The Phantom 4 Pro V2.0 will astonish everyone who appreciates images of exceptional clarity. With an aperture range of f/2.8 to f/11, pilots have more creative latitude when filming in Cinema at 4k/60fps. With a 1-inch CMOS sensor, 20 MP pictures, 14fps Burst shooting mode, and more, it has never been easier to create an excellent film.
30-Minute Max Flight Time
With a maximum flight time of thirty minutes, a maximum transmission range of eight kilometers owing to OcuSync 2.0, and a maximum flight speed of seventy-two kilometers per hour, you have access to remarkable flight performance.

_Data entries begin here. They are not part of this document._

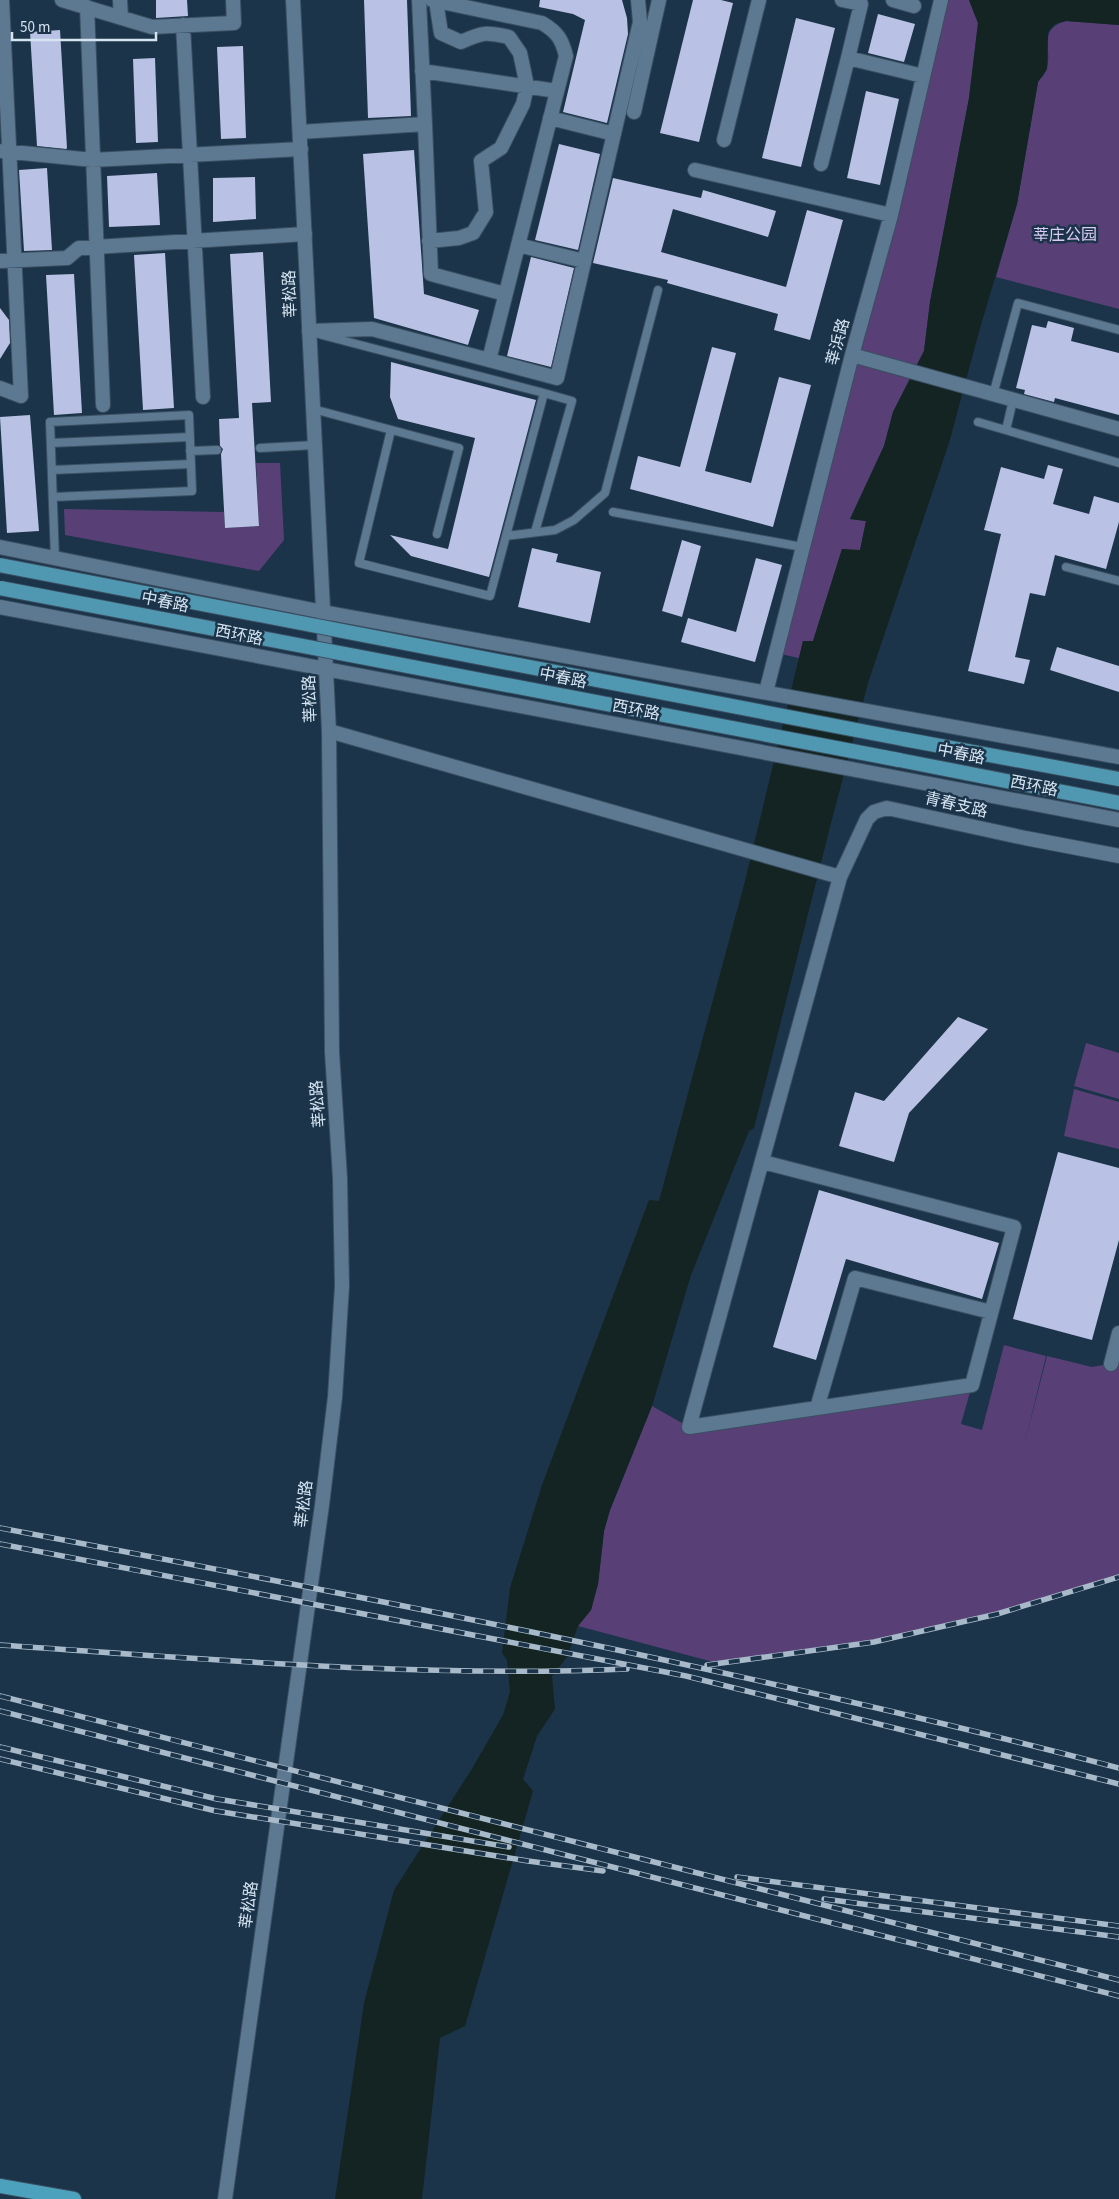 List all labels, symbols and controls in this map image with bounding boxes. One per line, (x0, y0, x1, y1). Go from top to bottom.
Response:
scale bar (12, 10, 156, 42)
text: 50 m (20, 17, 50, 38)
park label: 莘庄公园 (1033, 224, 1097, 246)
street label: 莘松路 (278, 270, 302, 318)
street label: 莘浜路 (821, 316, 855, 368)
street label: 中春路 (139, 587, 191, 617)
street label: 西环路 (213, 620, 265, 650)
street label: 中春路 (537, 663, 589, 693)
street label: 莘松路 (298, 675, 322, 723)
street label: 西环路 (610, 695, 662, 725)
street label: 中春路 (935, 739, 987, 769)
street label: 西环路 (1008, 771, 1060, 801)
street label: 青春支路 (922, 787, 990, 823)
street label: 莘松路 (305, 1079, 331, 1129)
street label: 莘松路 (290, 1479, 318, 1529)
street label: 莘松路 (235, 1880, 263, 1930)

The Phantom 4 Pro V2.0 provides you with state-of-the-art DJI flight performance technology, whether you’re photographing a fast-moving object or soaring above a magnificent mountain range.
1. Intelligent Features
Thanks to intelligent features, it’s easy to take artistic photos. Users can film subjects in Profile, Spotlight, or Circle mode with three ActiveTrack choices. The enhanced TapFly mode enables pilots to fly their Phantom drone backward, which is ideal for dynamic aerial selfies.
Are you interested in creatively controlling your flight paths? In Draw mode, you can now draw. Simply create a route on the display screen of the remote controller, and your Phantom 4 Pro V2.0 will move in that direction while maintaining its height.
2. Remote Controller
With the remote controller’s optional 5.5-inch 1080p LCD screen, any of the above-mentioned flight modes, live streaming, and operation in direct sunlight may be accomplished in pristine clarity. The DJI GO 4 application is built into the remote controller, eliminating the requirement for a mobile device during operation.
Maybe you need to see this guide: How To Connect Drone To Controller?
3. Obstacle Sensors
Thanks to sophisticated obstacle sensors, pilots may now fly with ease. With two back optical sensors, forward and downward sensors, and side-mounted infrared sensors, the Phantom 4 Pro V2.0 offers reliable obstacle detection in five directions.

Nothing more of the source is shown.